Most failures are signals to try a different path
What You’ll Learn
- Why most agent failures are recoverable
- How to classify errors: retry-able, path-change, and fatal
- How to implement automatic retry with escalating strategies
The Problem
Agents fail. A file is locked. A command times out. An API returns a 429. Without recovery, every minor failure kills the session.
The Solution
Classify failures and apply escalating recovery strategies:
Error types & strategies:
+------------------+ +------------------+ +------------------+
| Retry-able | | Path-change | | Fatal |
| (timeout, 429) | | (file not found) | | (permission) |
| Wait and retry | | Alternate tool | | Ask user/skip |
+------------------+ +------------------+ +------------------+
How It Works
-
Wrap tool execution in try/except that classifies errors.
-
Track retry counts per tool. Escalate strategy after N retries.

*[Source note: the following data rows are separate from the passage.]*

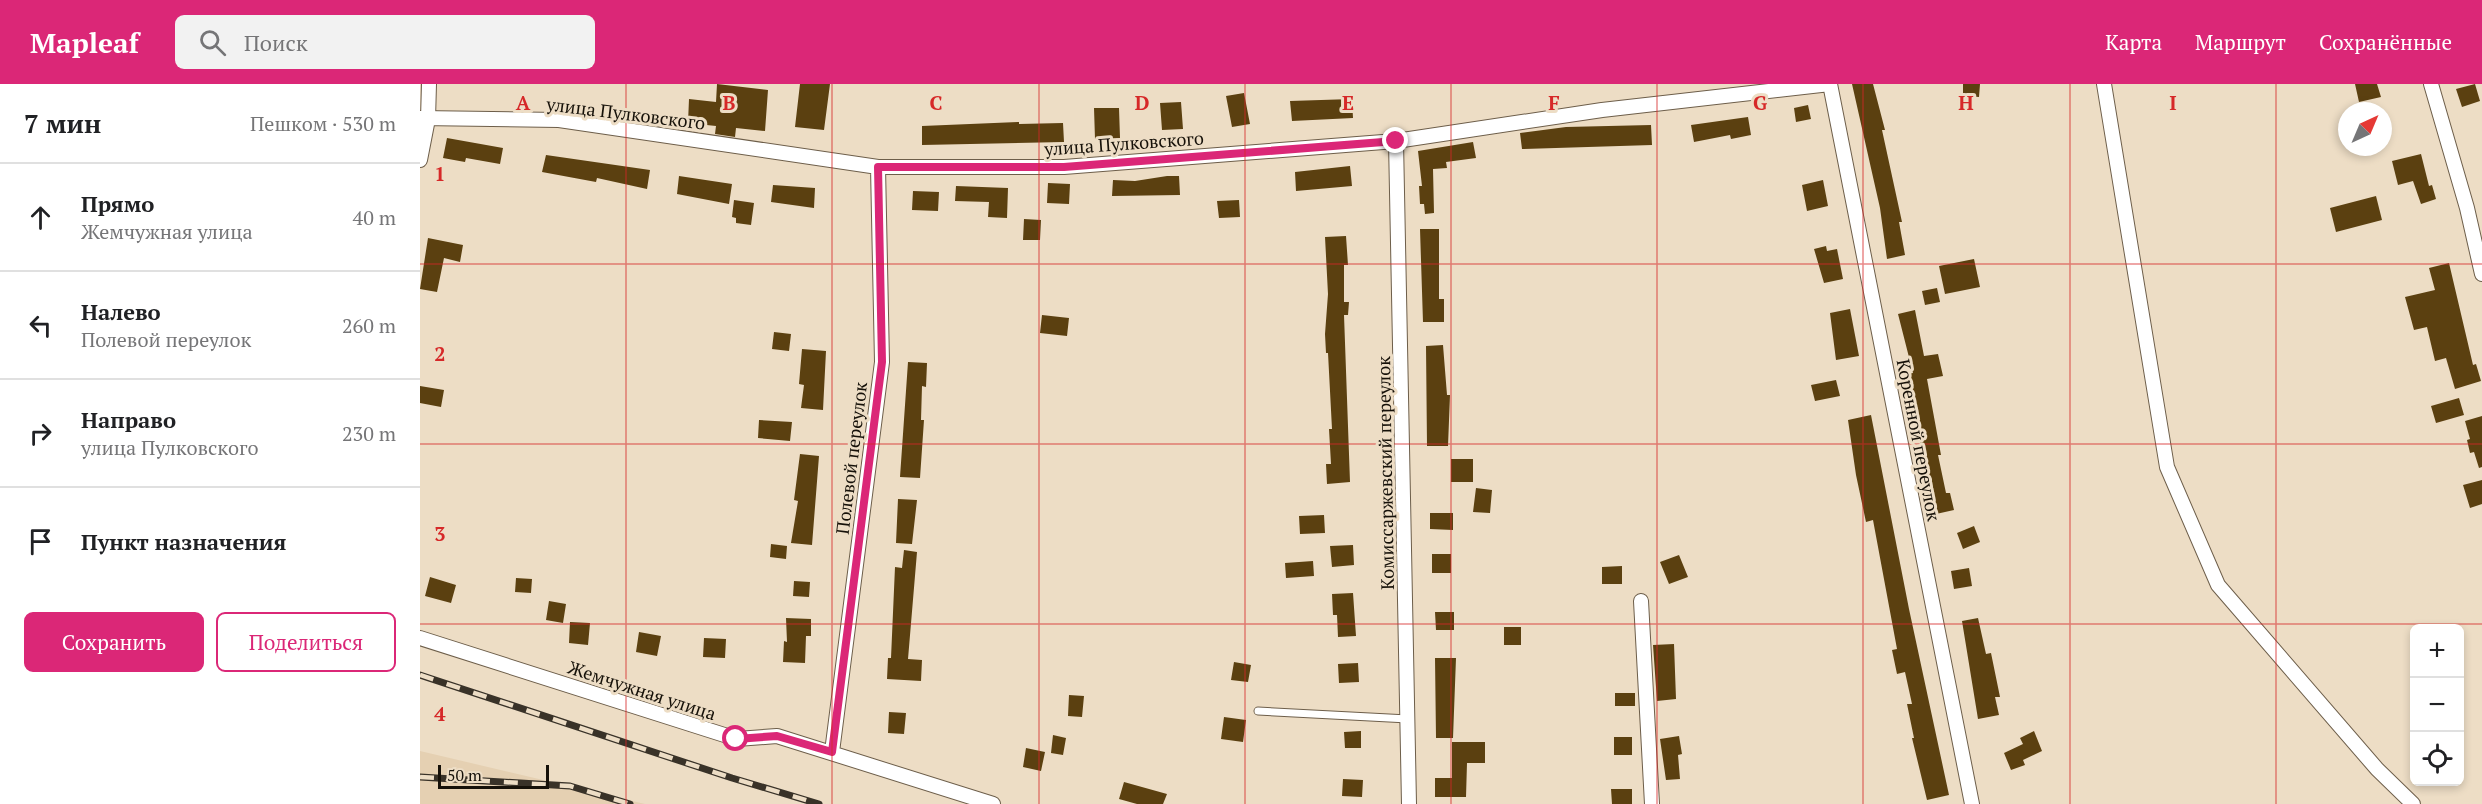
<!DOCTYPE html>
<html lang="ru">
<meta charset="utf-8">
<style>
body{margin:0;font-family:"PT Serif",serif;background:#f2f2f2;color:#202124}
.controls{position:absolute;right:18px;bottom:18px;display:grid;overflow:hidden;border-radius:9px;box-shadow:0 3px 9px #0003}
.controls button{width:54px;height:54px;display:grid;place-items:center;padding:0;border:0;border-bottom:2px solid #e0e0e0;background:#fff;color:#202124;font:30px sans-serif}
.compass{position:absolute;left:1918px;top:18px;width:54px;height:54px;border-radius:50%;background:#fff;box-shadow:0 3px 9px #0003;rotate:44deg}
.scale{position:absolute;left:18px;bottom:15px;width:111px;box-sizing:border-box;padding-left:6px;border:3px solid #161109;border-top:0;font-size:16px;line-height:21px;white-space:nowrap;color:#161109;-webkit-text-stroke:4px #edddc5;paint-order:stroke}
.stop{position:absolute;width:18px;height:18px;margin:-14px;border:4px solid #db2777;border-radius:50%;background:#fff}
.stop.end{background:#db2777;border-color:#fff;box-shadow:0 2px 6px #0008}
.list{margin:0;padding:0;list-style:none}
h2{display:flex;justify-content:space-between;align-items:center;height:78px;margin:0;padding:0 24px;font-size:26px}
h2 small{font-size:20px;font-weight:400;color:#757577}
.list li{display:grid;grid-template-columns:39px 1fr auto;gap:18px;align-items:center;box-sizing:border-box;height:108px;padding:0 24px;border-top:2px solid #e0e0e0}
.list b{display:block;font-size:22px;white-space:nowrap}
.list p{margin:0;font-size:20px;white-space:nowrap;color:#757577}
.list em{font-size:20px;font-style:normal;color:#757577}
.actions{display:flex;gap:12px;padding:18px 24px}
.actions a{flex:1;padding:14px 0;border:2px solid #db2777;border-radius:9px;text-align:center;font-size:21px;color:#db2777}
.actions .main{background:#db2777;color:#fff}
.icon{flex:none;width:33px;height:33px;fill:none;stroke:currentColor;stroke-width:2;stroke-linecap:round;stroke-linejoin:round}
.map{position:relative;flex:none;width:2062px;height:720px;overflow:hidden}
header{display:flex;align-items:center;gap:36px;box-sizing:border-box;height:84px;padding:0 30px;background:#db2777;color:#fff}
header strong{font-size:28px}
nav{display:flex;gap:33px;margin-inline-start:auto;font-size:21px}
.search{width:420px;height:54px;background:#f2f2f2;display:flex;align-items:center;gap:15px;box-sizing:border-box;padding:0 21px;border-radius:9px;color:#757577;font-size:22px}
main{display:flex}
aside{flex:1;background:#fff}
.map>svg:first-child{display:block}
.built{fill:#e5d0b2}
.building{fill:#5b4010}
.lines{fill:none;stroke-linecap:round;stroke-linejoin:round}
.service-casing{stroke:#6d5e4a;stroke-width:9}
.minor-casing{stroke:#6d5e4a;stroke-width:16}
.service{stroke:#fff;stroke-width:7}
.minor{stroke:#fff;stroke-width:14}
.rail-casing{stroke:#393228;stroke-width:7}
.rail{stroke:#edddc5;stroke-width:4.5;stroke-dasharray:14;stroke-linecap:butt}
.route{stroke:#db2777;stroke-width:8}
.grid{fill:none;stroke:#d62828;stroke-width:1.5;stroke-opacity:0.55}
.labels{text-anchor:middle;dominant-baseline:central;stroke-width:6;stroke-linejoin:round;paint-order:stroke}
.street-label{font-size:18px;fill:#161109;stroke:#edddc5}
.grid-label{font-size:20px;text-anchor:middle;font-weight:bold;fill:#d62828;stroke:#edddc5;stroke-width:6;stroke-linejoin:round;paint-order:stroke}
</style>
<header>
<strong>Mapleaf</strong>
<div class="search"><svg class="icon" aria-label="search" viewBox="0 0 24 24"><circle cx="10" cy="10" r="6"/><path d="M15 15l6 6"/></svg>Поиск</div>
<nav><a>Карта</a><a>Маршрут</a><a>Сохранённые</a></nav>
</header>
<main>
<aside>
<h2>7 мин<small>Пешком · 530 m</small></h2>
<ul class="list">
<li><svg class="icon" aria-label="ahead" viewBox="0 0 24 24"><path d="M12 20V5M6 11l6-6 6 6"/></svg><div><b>Прямо</b><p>Жемчужная улица</p></div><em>40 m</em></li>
<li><svg class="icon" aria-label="left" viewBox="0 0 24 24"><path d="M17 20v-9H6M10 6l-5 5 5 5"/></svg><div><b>Налево</b><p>Полевой переулок</p></div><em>260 m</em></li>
<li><svg class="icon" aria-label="right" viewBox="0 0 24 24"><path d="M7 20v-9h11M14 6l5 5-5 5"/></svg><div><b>Направо</b><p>улица Пулковского</p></div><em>230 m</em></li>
<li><svg class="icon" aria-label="arrive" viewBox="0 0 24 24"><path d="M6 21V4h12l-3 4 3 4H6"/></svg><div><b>Пункт назначения</b></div></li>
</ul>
<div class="actions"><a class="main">Сохранить</a><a>Поделиться</a></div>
</aside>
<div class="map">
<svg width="2062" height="720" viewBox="0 0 2062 720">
<rect width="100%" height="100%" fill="#edddc5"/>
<path class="built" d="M0,667L225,720H0Z"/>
<path class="building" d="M297,0L348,6L345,47L316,44L315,53L295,50L296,42L268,39L269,15L296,18Z
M380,0H410L404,46L375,43Z
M1432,0H1453L1465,46H1462L1482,138H1479L1485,171L1467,175L1460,124Z
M1543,0H1560L1559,13L1543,12Z
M1935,0H1957L1961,13L1939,18Z
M2055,0L2060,17L2042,23L2036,5Z
M824,9L830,40L812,43L806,12Z
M932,15L933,34L872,37L870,17Z
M761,18L763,45L742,46L740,19Z
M1388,21L1391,35L1376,38L1374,24Z
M674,24H699L700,54L675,55Z
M1328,33L1331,51L1311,55L1310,51L1274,58L1271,41Z
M599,38V40L643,39L644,58L502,61V42Z
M1231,41L1232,61L1102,65L1100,49L1146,43Z
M27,54L83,64L80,80L46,74L45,78L23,74Z
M1053,58L1056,74L1026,78L1027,84L1013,85L1014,129L1005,130L1004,120H1000L999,102H1002L998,67Z
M2001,70L2009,102L2012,101L2016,115L2001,120L1993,97L1978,101L1972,77Z
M126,71L230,86L227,105L177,94L176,98L122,88Z
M930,82L932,102L876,107L875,88Z
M259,92L312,100L309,120L257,110Z
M747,92H759L760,111L692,112L693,96L715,97Z
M1403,96L1408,122L1387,127L1382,101Z
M628,99L650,100L649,120L627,119Z
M353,101L395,104L394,124L351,118Z
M536,102L588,104L587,134L568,133L569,118L535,117Z
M493,107L519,108L518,127L492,126Z
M1956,112L1962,136L1916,148L1910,124Z
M314,116L334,119L331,141L316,139V134L312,133Z
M819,116L820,133L799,134L797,117Z
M604,135L621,136L620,156H603Z
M1000,145H1019V215H1024V238H1003Z
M926,152L928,181H924V218H929L928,231H924L930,398L907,400L906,380H911L909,345H912L908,269H906L905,250L908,210L905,153Z
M8,154L43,161L40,178L24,174L17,208L0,205Z
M1406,162L1407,167L1417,165L1423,195L1404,199L1394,165Z
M1554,175L1560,203L1525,210L1519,182Z
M2029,179L2053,281L2056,280L2061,297L2035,305L2026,274L2015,277L2007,243L1994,246L1985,213L2015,206L2009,184Z
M1517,204L1520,218L1505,221L1502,207Z
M1430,225L1439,272L1416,276L1410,229Z
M1495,226L1504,272L1518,270L1523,292L1507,295L1521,371H1518L1526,409H1530L1534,426L1516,430L1490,313L1487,290L1493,289L1478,230Z
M622,231L649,234L647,252L620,249Z
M354,248L371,250L369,267L352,265Z
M1023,261L1027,311H1030L1028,362H1007L1006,262Z
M382,265L406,267L403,326L381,324L384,301L379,300Z
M488,278L507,279L506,303L502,302L501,336H504L500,394L480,393Z
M1416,296L1420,312L1395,317L1391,301Z
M0,302L24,306L21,323L0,319Z
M2039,314L2044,331L2016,339L2011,322Z
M1451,331L1489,525L1529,711L1507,716L1492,654H1494L1487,620H1492L1485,588L1477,590L1472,566L1477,565L1453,436L1446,438L1436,391L1428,336Z
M2062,332V383L2059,384L2054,368L2050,369L2047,356L2050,355L2045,337Z
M339,336L372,338L370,357L338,354Z
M380,370L399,372L392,461L371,459L378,417L374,416Z
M1031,375H1053V398H1031Z
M2062,396V420L2050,424L2043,401Z
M1056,404L1072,406L1070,429L1053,428Z
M478,415L497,416L492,460L476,459Z
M1010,429H1033V446L1010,445Z
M904,431L905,449L880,450L879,432Z
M1554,442L1560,458L1543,465L1537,449Z
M351,460L367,462L366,475L350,473Z
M933,461L934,481L912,483L910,462Z
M484,466L497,468L488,575L502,576L501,597L467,595L468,574H471L475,483L482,484Z
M1012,470H1031V489H1012Z
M1259,471L1268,493L1249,500L1240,478Z
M893,477L894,492L866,494L865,479Z
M1202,482V500H1182V483Z
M1549,484L1552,502L1534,505L1531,487Z
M10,493L36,501L31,519L5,512Z
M96,494L112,495L111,509L95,508Z
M374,497L390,498L389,513L373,512Z
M933,509L936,552L918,553L917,531H913L912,510Z
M129,517L146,520L143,539L126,536Z
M1015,528H1034V546H1016Z
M366,534L391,535V552H386L385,579L363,578L364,557L367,558Z
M1558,534L1566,570L1571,569L1580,613H1575L1579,631L1558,635L1542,537Z
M150,538L170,539L168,561L149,559Z
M1084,543H1101V561H1084Z
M219,548L241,552L237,572L216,568Z
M284,554L306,555L305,574L283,573Z
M1254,560L1256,615L1237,617L1233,561Z
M1015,574H1036L1033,654H1016Z
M814,578L831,581L828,598L811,596Z
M938,579L939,598L919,599L918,580Z
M1195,609H1215V622H1195Z
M649,611L664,612L662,633L648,632Z
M469,628L486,629L484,650L468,649Z
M804,633L826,636L823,658L801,655Z
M941,647V664H925L924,648Z
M1614,647L1622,667L1603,676L1605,681L1591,686L1584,669L1603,660L1600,654Z
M633,651L646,654L643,671L631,669Z
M1259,652L1262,670L1258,671L1260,695L1246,696L1240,655Z
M1194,653H1212V671H1194Z
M1032,658H1065V679H1047L1046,713H1015V694H1032Z
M606,664L625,668L621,687L603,683Z
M923,695L943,696L942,713L922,712Z
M704,698L747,710L743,720H717L699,715Z
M1191,705H1212V720H1192Z"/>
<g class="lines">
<defs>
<path id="service" d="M838,627L988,635"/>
<path id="minor" d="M1684,0L1747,383L1798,501L1957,685L1993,720
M2011,0L2047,124L2062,190
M0,34L139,36L458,83H644L976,57L1182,26L1410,0L1552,720
M976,57L989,720
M0,76L8,35L9,0
M1221,517L1232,720
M0,554L317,655L357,652L573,720
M412,668L462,278L458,83"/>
</defs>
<use href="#service" class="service-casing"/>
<use href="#minor" class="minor-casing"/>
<use href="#service" class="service"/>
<use href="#minor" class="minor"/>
<defs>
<path id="rail" d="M0,591L312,694L399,720
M0,693L150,702L210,720"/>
</defs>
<use href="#rail" class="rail-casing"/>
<use href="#rail" class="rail"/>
</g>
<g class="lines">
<path class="route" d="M316,655L357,652L412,668L462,278L458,83H644L976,57"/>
</g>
<path class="grid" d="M206,0V720M412,0V720M619,0V720M825,0V720M1031,0V720M1237,0V720M1443,0V720M1650,0V720M1856,0V720M0,180H2062M0,360H2062M0,540H2062"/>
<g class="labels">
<g class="street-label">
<text transform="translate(206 29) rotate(7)">улица Пулковского</text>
<text transform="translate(704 59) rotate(-4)">улица Пулковского</text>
<text transform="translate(1499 356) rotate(79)">Коренной переулок</text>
<text transform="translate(431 374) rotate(-83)">Полевой переулок</text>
<text transform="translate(965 389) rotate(-91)">Комиссаржевский переулок</text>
<text transform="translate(222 606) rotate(18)">Жемчужная улица</text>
</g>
</g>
<g class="grid-label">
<text x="103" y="26">A</text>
<text x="309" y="26">B</text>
<text x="516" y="26">C</text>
<text x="722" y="26">D</text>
<text x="928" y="26">E</text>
<text x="1134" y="26">F</text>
<text x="1340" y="26">G</text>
<text x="1546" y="26">H</text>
<text x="1753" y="26">I</text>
<text x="20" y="97">1</text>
<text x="20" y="277">2</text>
<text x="20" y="457">3</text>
<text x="20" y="637">4</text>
</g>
</svg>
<div class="controls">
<button>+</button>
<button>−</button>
<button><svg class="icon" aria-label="locate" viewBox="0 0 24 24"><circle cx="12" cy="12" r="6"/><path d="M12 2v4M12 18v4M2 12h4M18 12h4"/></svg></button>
</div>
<svg class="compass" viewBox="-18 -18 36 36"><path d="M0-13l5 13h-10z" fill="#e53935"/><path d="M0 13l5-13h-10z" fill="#757577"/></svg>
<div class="scale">50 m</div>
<div class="stop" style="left:316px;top:655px"></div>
<div class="stop end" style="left:976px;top:57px"></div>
</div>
</main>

def execute_with_recovery(tool_name, handler, **kwargs):
attempt = 0
while attempt < MAX_RETRIES:
try:
return handler(**kwargs)
except TimeoutError:
attempt += 1
wait = min(2 ** attempt, 30) # exponential backoff
time.sleep(wait)
except FileNotFoundError:
return f"File not found. Try: {suggest_alternatives(kwargs)}"
except PermissionError:
return "FATAL: Permission denied. Cannot continue."
return "Failed after all retries"
- The system must know whether it’s continuing, retrying, or in recovery.
What Changed From s10
| Component | Before (s10) | After (s11) |
|---|---|---|
| Error handling | Crash on failure | Classified recovery |
| Retries | None | Exponential backoff |
| State tracking | None | Continue/retry/recover |
Try It
cd learn-claude-code
python agents/s11_error_recovery.py
Read a file that doesn't exist(should suggest alternatives)Run a command that will timeout(should retry)Try to write to a protected path(should report fatal)
Key Takeaway
Most failures aren’t true task failure — they’re signals to try a different path. Classify, retry, escalate, and know what state you’re in.